US RE31898 E
An inflatable-deflatable flexible structural component comprising a flexible foam core portion having a fabric covering, the fabric being sealed against loss of air by a flexible elastomeric coating.
1. An inflatable-deflatable flexible structural component comprising a flexible open celled foam core portion having a fabric covering adhered to and enclosing said foam and having a valve means in communication therewith, the fabric being sealed against loss of air by a flexible elastomeric coating.
2. The structural component of claim 1 wherein the foam is reticulated.
3. The structural component of claim 1 wherein the foam core is a polyurethane foam and the fabric covering the foam is nylon having a coat of polyurethane thereon.
This invention relates to an inflatable-deflatable flexible structural component having relative dimensional stability and which can be collapsed into a package of relatively small size and to the method of manufacturing such a component.
The described structural component would be used to make inflatable-deflatable shelters, boats, shipping containers, and other articles.
Flexible inflatable-deflatable shelters, boats and shipping containers have been manufactured from rubberized fabric for many years. A major limitation in the design of such objects is that an inflatable flexible component will tend to assume a round shape when inflated. Thus, inflated articles are made as a series of tubes, spheres, or other bodies with surface of revolution. This is undesirable, since it limits configuration and design flexibility and leads to a large number of separate inflated components to make an object of the desired configuration and also increases the material and construction costs.
It is an object of this invention to provide a method of making an inflatable-deflatable structural component, the walls of which will assume a shape upon inflation other than that of a surface of revolution.
The objects and advantages of this invention may be more readily understood and appreciated by reference to the accompanying drawing where
FIG. 1 is a perspective view of a block of foam of the shape desired and
FIG. 2 is a perspective view of the finished inflatable-deflatable structural component having portion in section to illustrate the construction features.

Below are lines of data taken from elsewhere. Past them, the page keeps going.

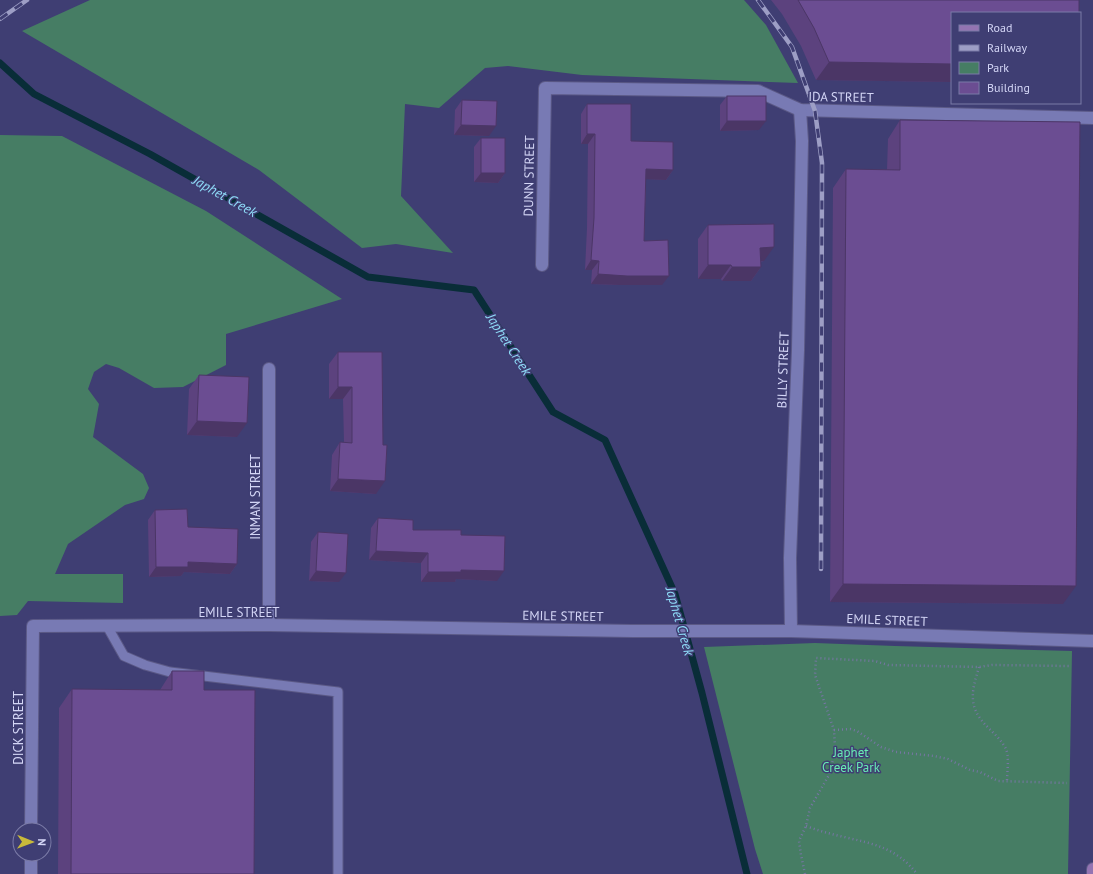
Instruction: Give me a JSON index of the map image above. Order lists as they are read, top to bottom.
{
  "streets": {
    "street": [
      "IDA STREET",
      "DUNN STREET",
      "BILLY STREET",
      "INMAN STREET",
      "EMILE STREET",
      "DICK STREET"
    ]
  },
  "crossings": [
    ["IDA STREET", "DUNN STREET"],
    ["IDA STREET", "BILLY STREET"],
    ["BILLY STREET", "EMILE STREET"],
    ["INMAN STREET", "EMILE STREET"],
    ["EMILE STREET", "DICK STREET"]
  ],
  "water": ["Japhet Creek"],
  "parks": ["Japhet Creek Park"],
  "legend": [
    "Road",
    "Railway",
    "Park",
    "Building"
  ],
  "north": "right"
}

The above objects of this invention can be accomplished by covering an open cell foam preferably of the reticulated type with a rubberized fabric to give a container which encloses the foam and which can be inflated by the introduction of air usually at about 5-20 pounds per square inch pressure and can be deflated by placing a vacuum on the container. Preferably the open cell foam is shaped in the desired configuration at the time the foam is being molded or at the time it is being cut from the slab stock. For instance, the foam may be formed in a mold having the desired rectangular configuration, for instance 3×3 feet×3 inches. Then this foam is given a brush or roll coat of a suitable adhesive and the rubberized fabric is spread thereon and adhered to the foam by the adhesive with the seams in the fabric being cemented together with a suitable fabric adhesive.
Polyurethane foams can be prepared by reacting an organic polyisocyanate with a hydrocarbon polyol of about 500 to 10,000 molecular weight and preferably 700 to 4,000 molecular weight in the presence of a blowing agent such as water, a low boiling or gas generating agent or combinations of these, either with or without various polyurethane catalysts. Other useful foams are latex foam and vinyl resin foams.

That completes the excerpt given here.